▶ _ACTION ITEM_: Transcribe each line below verbatim; pictures excluded.

▶ _Records from a dataset_:
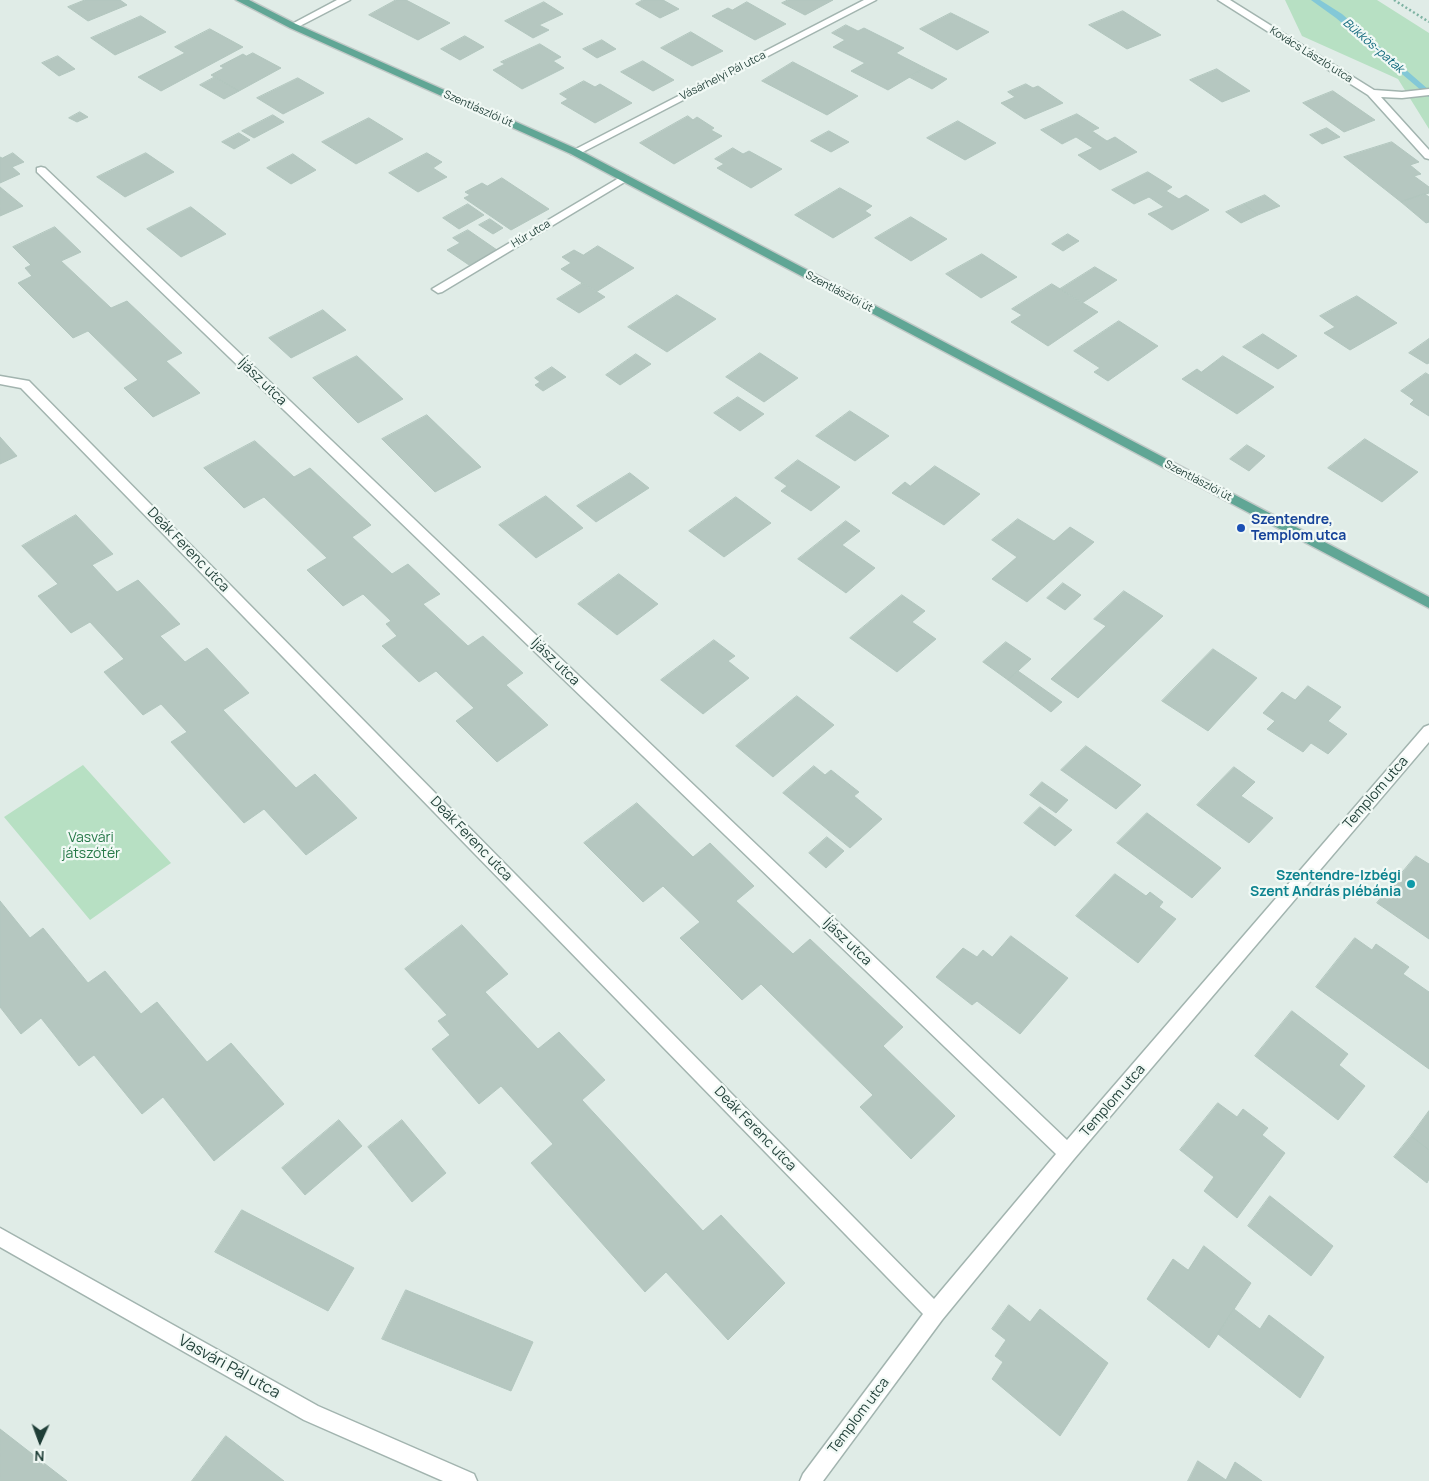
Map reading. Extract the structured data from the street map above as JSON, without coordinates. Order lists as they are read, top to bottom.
{
  "streets": {
    "main road": ["Szentlászlói út"],
    "street": [
      "Kovács László utca",
      "Vásárhelyi Pál utca",
      "Húr utca",
      "Íjász utca",
      "Deák Ferenc utca",
      "Templom utca",
      "Vasvári Pál utca"
    ]
  },
  "crossings": [
    ["Vásárhelyi Pál utca", "Szentlászlói út"],
    ["Szentlászlói út", "Húr utca"],
    ["Íjász utca", "Templom utca"],
    ["Deák Ferenc utca", "Templom utca"]
  ],
  "water": ["Bükkös-patak"],
  "parks": ["Vasvári játszótér"],
  "places": ["Szentendre, Templom utca", "Szentendre-Izbégi Szent András plébánia"],
  "north": "bottom"
}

▶ _SOLUTION TO THIS PROBLEM_:
Map reading. Extract the structured data from the street map above as JSON, without coordinates. Order lists as they are read, top to bottom.
{
  "streets": {
    "main road": ["Szentlászlói út"],
    "street": [
      "Kovács László utca",
      "Vásárhelyi Pál utca",
      "Húr utca",
      "Íjász utca",
      "Deák Ferenc utca",
      "Templom utca",
      "Vasvári Pál utca"
    ]
  },
  "crossings": [
    ["Vásárhelyi Pál utca", "Szentlászlói út"],
    ["Szentlászlói út", "Húr utca"],
    ["Íjász utca", "Templom utca"],
    ["Deák Ferenc utca", "Templom utca"]
  ],
  "water": ["Bükkös-patak"],
  "parks": ["Vasvári játszótér"],
  "places": ["Szentendre, Templom utca", "Szentendre-Izbégi Szent András plébánia"],
  "north": "bottom"
}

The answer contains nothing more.